Dim Sum: a Cantonese Institution
The culinary art of dim sum started with the Silk Road and the Chinese tradition of yum cha, which translates into English as to drink tea. The need for a place to rest for tired travellers gave rise to building teahouses along the road. When it became known that tea was a digestive aid, teahouse owners began to add snacks to their menu.
These snacks, now known as dim sum, are bite-sized portions of steamed buns, dumplings and rice noodle rolls containing a range of ingredients including beef, chicken, pork, shrimp, and vegetables.
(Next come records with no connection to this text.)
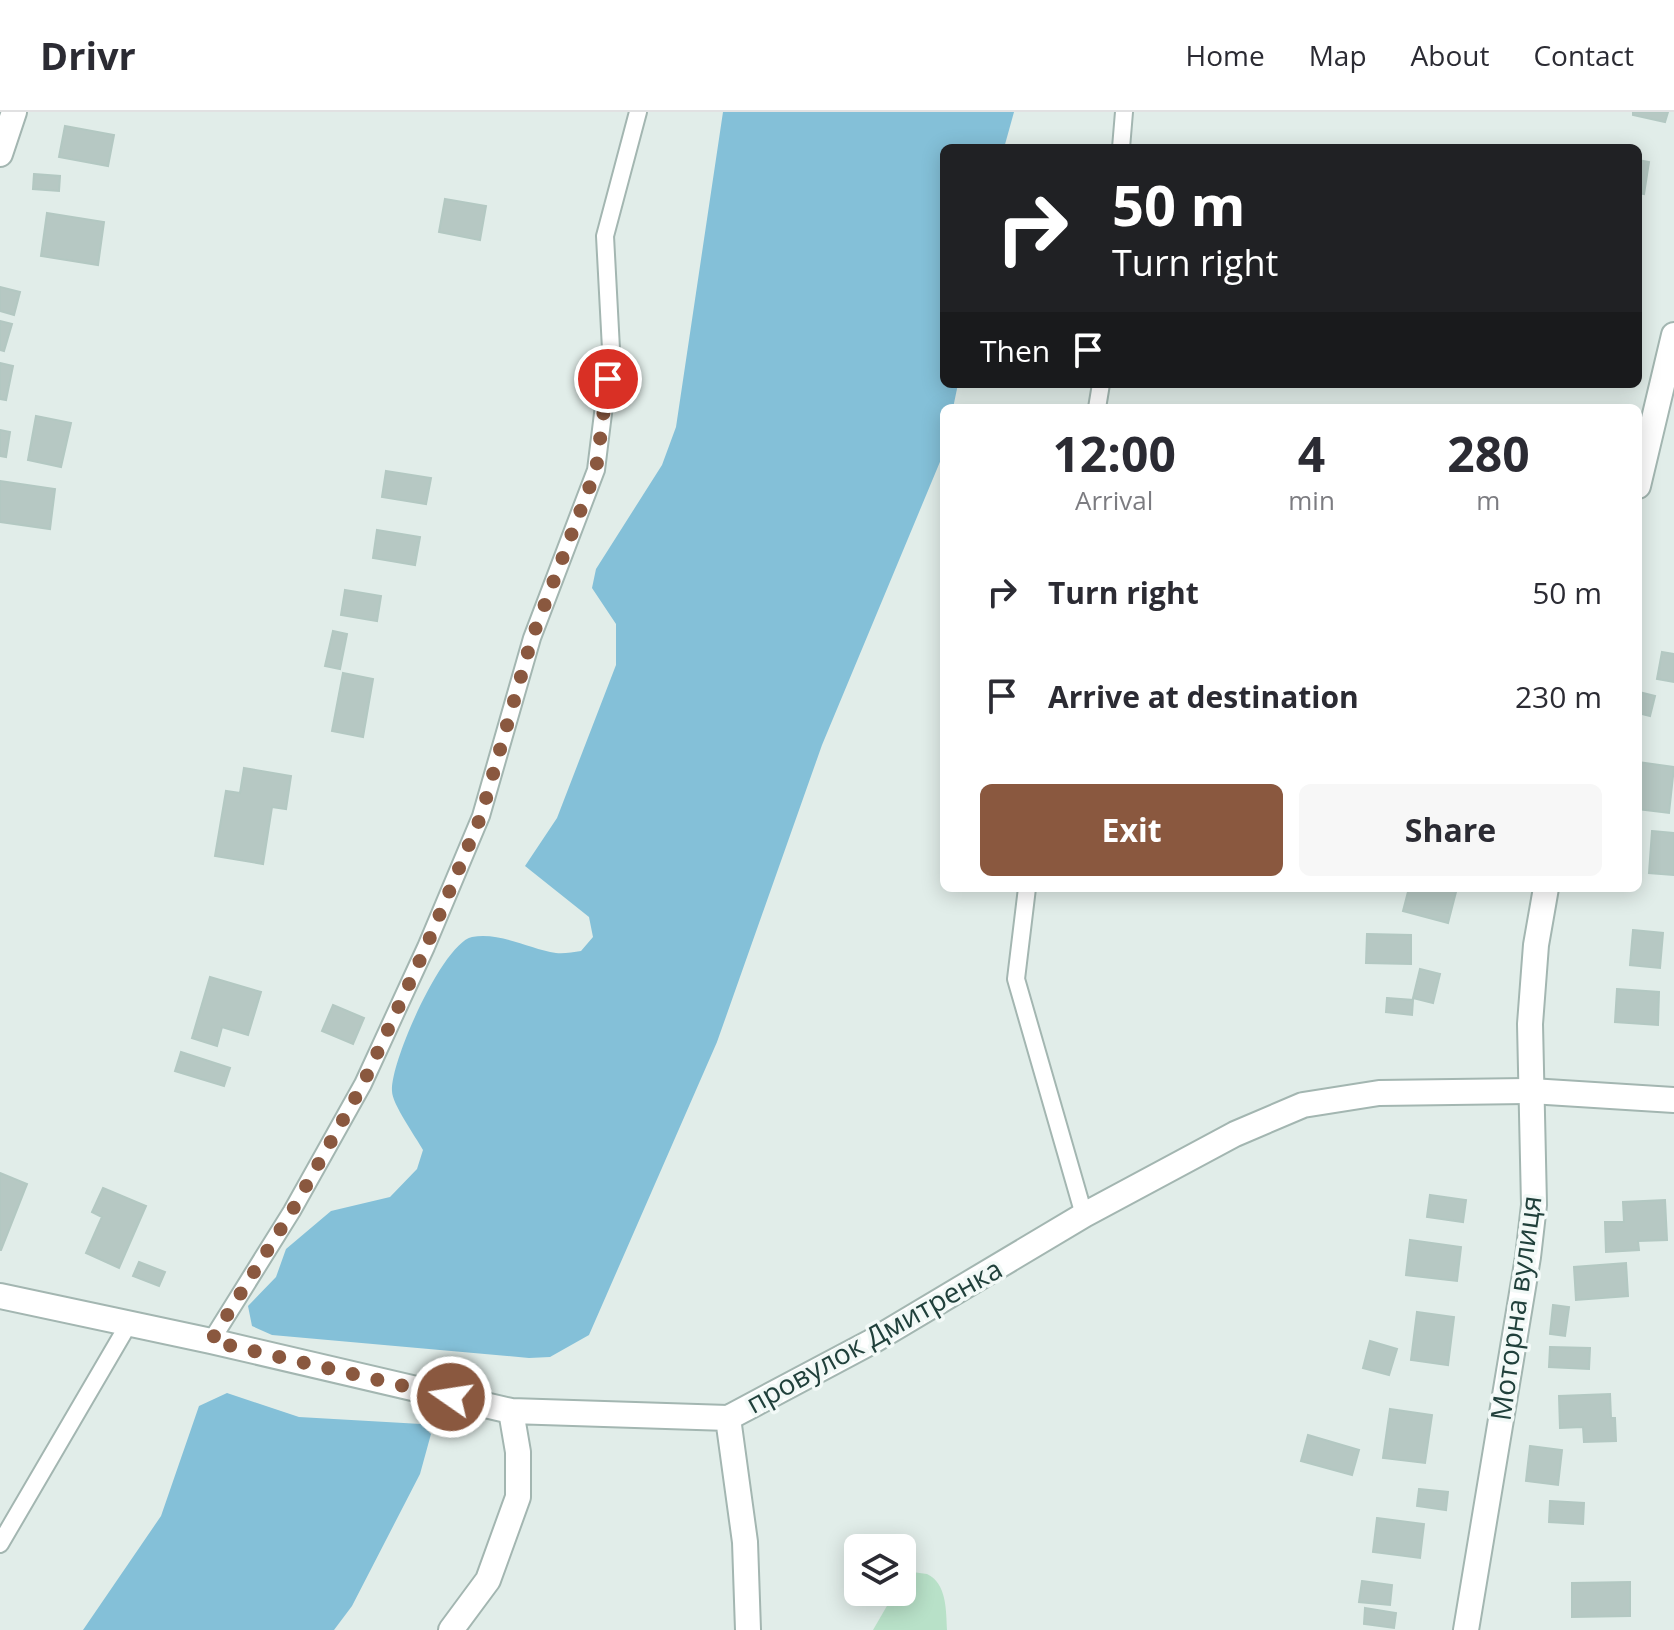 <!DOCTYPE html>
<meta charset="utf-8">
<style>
:root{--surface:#fff;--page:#f7f7f7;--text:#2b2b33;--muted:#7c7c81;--line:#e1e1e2;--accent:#8a583f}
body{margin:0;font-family:"Open Sans",sans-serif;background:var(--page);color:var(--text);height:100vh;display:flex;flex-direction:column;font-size:30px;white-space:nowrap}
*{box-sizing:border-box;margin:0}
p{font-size:26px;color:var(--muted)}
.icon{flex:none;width:44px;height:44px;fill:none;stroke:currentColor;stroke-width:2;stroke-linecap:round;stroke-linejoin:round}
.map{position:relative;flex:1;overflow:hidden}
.panel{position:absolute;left:940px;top:292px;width:702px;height:488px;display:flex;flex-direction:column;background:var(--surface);border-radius:12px;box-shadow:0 4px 20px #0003}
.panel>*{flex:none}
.banner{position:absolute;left:940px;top:32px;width:702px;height:244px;border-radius:12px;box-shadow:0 4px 20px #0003;background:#202124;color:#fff;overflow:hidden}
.tools{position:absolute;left:844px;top:1422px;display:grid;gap:16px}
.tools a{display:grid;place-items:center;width:72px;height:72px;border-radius:12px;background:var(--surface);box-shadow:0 4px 20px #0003;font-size:40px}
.pin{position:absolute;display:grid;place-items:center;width:68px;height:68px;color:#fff;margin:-34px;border:4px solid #fff;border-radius:50%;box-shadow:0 2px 8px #0007}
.me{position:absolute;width:88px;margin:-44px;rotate:283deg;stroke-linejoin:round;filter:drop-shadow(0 0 6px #0008)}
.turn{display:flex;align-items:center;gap:28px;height:168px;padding:0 40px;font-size:36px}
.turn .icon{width:104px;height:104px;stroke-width:2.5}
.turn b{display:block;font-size:56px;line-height:68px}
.then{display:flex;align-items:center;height:76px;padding:0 40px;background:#0003;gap:16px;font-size:30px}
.eta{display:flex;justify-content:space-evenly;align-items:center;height:136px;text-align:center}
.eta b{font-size:48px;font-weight:700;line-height:56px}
.action{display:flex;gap:16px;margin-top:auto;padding:16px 40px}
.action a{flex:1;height:92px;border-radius:12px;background:var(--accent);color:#fff;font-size:32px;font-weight:700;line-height:92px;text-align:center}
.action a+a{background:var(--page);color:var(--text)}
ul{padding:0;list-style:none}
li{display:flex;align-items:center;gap:24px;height:104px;padding:0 40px}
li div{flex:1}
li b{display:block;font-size:30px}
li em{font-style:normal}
header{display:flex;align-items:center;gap:48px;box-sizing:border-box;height:112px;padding:0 40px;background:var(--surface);border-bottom:2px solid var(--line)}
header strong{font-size:38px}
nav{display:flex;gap:44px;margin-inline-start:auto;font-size:28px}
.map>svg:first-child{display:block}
.green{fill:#b8e1c8}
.water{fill:#84c0d8}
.building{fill:#b6c8c3;stroke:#b3c8c2;stroke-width:2}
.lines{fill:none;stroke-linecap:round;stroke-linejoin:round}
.service-casing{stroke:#a3b6b1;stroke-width:20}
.minor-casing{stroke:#a3b6b1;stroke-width:28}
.tertiary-casing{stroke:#a3b6b1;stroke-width:28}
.service{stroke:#fff;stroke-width:16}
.minor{stroke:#fff;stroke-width:24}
.tertiary{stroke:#fff;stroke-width:24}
.route{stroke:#8a583f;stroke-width:14;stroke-dasharray:0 25.2}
.labels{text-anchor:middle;stroke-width:7;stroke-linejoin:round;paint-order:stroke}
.street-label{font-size:28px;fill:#20403b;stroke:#f2f9f7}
</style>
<header>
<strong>Drivr</strong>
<nav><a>Home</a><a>Map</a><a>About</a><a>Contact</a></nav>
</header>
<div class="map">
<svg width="1674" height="1518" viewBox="0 0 1674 1518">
<rect width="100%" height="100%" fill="#e1ede9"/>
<!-- green -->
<path class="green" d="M913,1460C917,1461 922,1461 927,1462C947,1471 946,1499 947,1518H873L895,1480H902V1469Z"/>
<!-- water -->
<path class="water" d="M723,0H1014L1004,36H944V272H958L953,296H944L942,345L822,633L717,930L589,1223L550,1245L529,1246L272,1223L252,1214L248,1194L276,1165L286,1137L331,1099L390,1085L417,1057L423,1038C416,1025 392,992 392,979C390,950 443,831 472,825C501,820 529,837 556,841C564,842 573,840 581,839L593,825L589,805L525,754L557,706L616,553V512L592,476L596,457L662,353L676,315Z
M227,1281L299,1305L421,1312L431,1322L420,1362L352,1494L334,1518H83L161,1404L199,1294Z"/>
<!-- building -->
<path class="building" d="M1633,0H1668L1665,10L1633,3Z
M65,14L114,23L108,54L59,45Z
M1638,48L1649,50L1644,82L1638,81Z
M34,62L60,64L59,79L33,77Z
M445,87L486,94L480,128L439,120Z
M47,101L104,110L98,153L41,144Z
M0,175L20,180L14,203L0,199Z
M0,209L12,212L4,239L0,238Z
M0,251L13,254L6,288L0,287Z
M36,304L71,311L61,355L28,348Z
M0,318L10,320L6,345L0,344Z
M386,359L431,366L426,392L382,385Z
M0,369L55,377L50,417L0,410Z
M377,418L420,425L415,453L373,446Z
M345,478L381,484L377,509L341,503Z
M333,519L347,522L340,557L325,554Z
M1662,540L1674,542V570L1657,567Z
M343,561L373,567L363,625L332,619Z
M1639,580L1655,584L1650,604L1638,601Z
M1638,650L1674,655L1669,701L1638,697Z
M244,656L291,664L286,697L272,695L263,752L215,744L226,679L240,681Z
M1652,719L1674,721V763L1649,761Z
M1409,776H1457L1448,811L1403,799Z
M1633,818L1663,821L1660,856L1630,853Z
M1367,822L1411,823V852L1366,851Z
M1420,857L1440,862L1433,891L1413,886Z
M210,865L261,880L248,923L222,915L217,934L192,926Z
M1617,877L1659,880L1658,913L1615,910Z
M1387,886L1413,888L1412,903L1386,900Z
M333,893L364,906L353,932L322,919Z
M181,940L230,956L224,974L175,959Z
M0,1061L27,1072L1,1138H0Z
M103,1076L146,1094L119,1156L86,1141L102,1105L92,1100Z
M1430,1083L1466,1088L1463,1110L1427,1105Z
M1665,1088L1667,1128L1638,1129L1639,1138L1606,1140L1605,1110H1624L1623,1090Z
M1410,1128L1461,1135L1457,1169L1406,1163Z
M139,1150L165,1160L159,1174L133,1164Z
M1626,1151L1628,1184L1576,1188L1574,1155Z
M1553,1193L1569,1195L1565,1224L1550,1222Z
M1417,1200L1454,1205L1448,1253L1411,1248Z
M1370,1229L1397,1237L1389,1263L1363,1256Z
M1550,1235L1590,1236L1589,1257L1549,1255Z
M1610,1282L1611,1306H1615L1616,1329L1584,1330L1583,1315L1560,1316L1559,1284Z
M1390,1297L1432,1303L1425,1351L1383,1346Z
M1308,1323L1359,1338L1352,1363L1301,1349Z
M1530,1334L1562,1338L1558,1373L1526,1369Z
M1419,1377L1448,1380L1446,1398L1417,1394Z
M1550,1389L1584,1391L1583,1412L1549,1410Z
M1377,1406L1424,1412L1420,1446L1373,1440Z
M1362,1469L1392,1473L1390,1493L1359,1490Z
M1630,1470V1504L1572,1505V1471Z
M1365,1496L1396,1501L1394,1516L1364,1512Z"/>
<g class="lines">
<defs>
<path id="service" d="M1121,36L1124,0
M1097,296L1101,272
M1027,776L1016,867L1084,1103
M211,1229L292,1099L363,972L426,835L481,704L532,526L596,358L611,237L605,124L638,0
M0,1432L128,1213"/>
<path id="minor" d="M0,42L14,0
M0,1184L211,1229L511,1299L728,1306L871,1230L1084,1103L1235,1022L1303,993L1379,981L1531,979L1674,988
M728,1306L745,1430L748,1518
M451,1518L488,1468L518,1385V1340L511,1299"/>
<path id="tertiary" d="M1638,374L1674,223
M1466,1518L1528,1145L1534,1093L1530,912L1536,833L1546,776"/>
</defs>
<!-- service casing -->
<use href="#service" class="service-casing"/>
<!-- minor casing -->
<use href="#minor" class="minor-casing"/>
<!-- tertiary casing -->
<use href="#tertiary" class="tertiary-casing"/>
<!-- service -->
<use href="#service" class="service"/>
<!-- minor -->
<use href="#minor" class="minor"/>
<!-- tertiary -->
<use href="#tertiary" class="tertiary"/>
</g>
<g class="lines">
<!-- route -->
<path class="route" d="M451,1285L211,1229L292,1099L363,972L426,835L481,704L532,526L596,358L608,267"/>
</g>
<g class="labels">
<!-- street labels -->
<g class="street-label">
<text transform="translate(1516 1196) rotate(-82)" y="10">Моторна вулиця</text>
<text transform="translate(874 1224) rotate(-29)" y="10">провулок Дмитренка</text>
</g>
</g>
</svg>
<div class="tools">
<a><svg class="icon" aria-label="layers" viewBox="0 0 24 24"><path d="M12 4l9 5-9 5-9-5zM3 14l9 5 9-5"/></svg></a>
</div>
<div class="pin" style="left:608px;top:267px;background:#d93025"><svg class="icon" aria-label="arrive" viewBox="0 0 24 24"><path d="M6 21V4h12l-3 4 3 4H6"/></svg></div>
<svg class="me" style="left:451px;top:1285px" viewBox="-20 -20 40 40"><circle r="17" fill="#8a583f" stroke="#fff" stroke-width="3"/><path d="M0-11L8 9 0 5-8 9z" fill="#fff"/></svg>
<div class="banner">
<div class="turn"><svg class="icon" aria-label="right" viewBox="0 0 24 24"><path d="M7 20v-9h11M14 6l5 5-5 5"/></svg><div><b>50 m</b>Turn right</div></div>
<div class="then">Then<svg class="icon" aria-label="arrive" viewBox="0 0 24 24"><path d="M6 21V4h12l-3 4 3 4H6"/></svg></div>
</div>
<section class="panel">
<div class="eta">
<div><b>12:00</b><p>Arrival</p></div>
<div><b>4</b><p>min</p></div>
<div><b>280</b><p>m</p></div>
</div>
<ul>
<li><svg class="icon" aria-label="right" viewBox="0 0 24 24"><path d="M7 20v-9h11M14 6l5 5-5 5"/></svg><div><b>Turn right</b></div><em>50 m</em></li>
<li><svg class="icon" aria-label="arrive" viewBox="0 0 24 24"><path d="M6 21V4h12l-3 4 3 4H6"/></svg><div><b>Arrive at destination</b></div><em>230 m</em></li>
</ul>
<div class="action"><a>Exit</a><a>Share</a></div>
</section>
</div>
Often, they are served with soups, steamed green vegetables and congee, and always accompanied by tea.
Dim sum, which translates to touch the heart, evolved the relaxing practice of yum cha into a lively experience. Thanks to its small portion size, dim sum is best shared among friends and family in order to sample the different varieties. Tradition surrounding dim sum remains an integral part of life in the Cantonese community. The elderly will gather for dim sum following their morning exercises, and it holds a significant place in the family, as extended family members will usually get together each weekend at dim sum. While conventionally it was eaten for breakfast or lunch, today many restaurants will now serve dim sum at dinner time and for take-out to cater to students and office workers.
One helpful bookmark on your phone: the Ultimate Dim Sum Guide as a fool-proof resource to help you navigate a typical menu, with photos, descriptions and English-Cantonese translation.
Tim Ho Wan
Tim Ho Wan is one of the most famous spots for dim sum in all of Hong Kong and is probably the most affordable Michelin-starred restaurant in the world! If you show up at prime lunchtime (around 12:30 p.m. or so), expect a 20-to-30 minute wait for a table.
For Italian fare with a view, head to Isola, where home-style food is served in a stylish setting and paired with a panorama of Victoria Harbour and the stunning skyline of the Kowloon peninsula. I always order any one of their thin-crusts pizzas and a Negroni.
If you’re in search of something with a bit more of a local feel, try Kin’s Kitchen. They specialize in Cantonese comfort-food classics with a modern twist, offered on an easy-to-follow menu. Their barbecued pork (char siu) and smoked chicken are not to be missed.
Michelin-Starred and Exclusive Rooms
8 ½ Otto e Mezzo Bombana
This is one of the best restaurants in town, and I’m not the first to say it. (It is the only Italian restaurant outside of Italy to bear three Michelin stars!) Be sure to book as far in advance as you can.
Find this two Michelin-starred restaurant inside the lavish Landmark Mandarin Oriental. A small spot with a fun flair, enjoy a wide-selection of caviars or a 10-course tasting menu to sample an array of the chef’s concoctions.
China Club has remained the top exclusive place since its opening in 1991. Located inside the old Bank of China building, this place exudes class, adorned with paintings and sculptures by Chinese artists and a Bosendorfer grand piano resting discreetly in the corner of the dining room.
The experience at Aqua is all about the stunning 360-degree vantage point over the city (the neon-infused skyline is one of the world’s best), though their Japanese-Italian fusion menu is sure to impress, too. Make sure you get a table up front and marvel as twinkling city lights bounce off the water of the bay.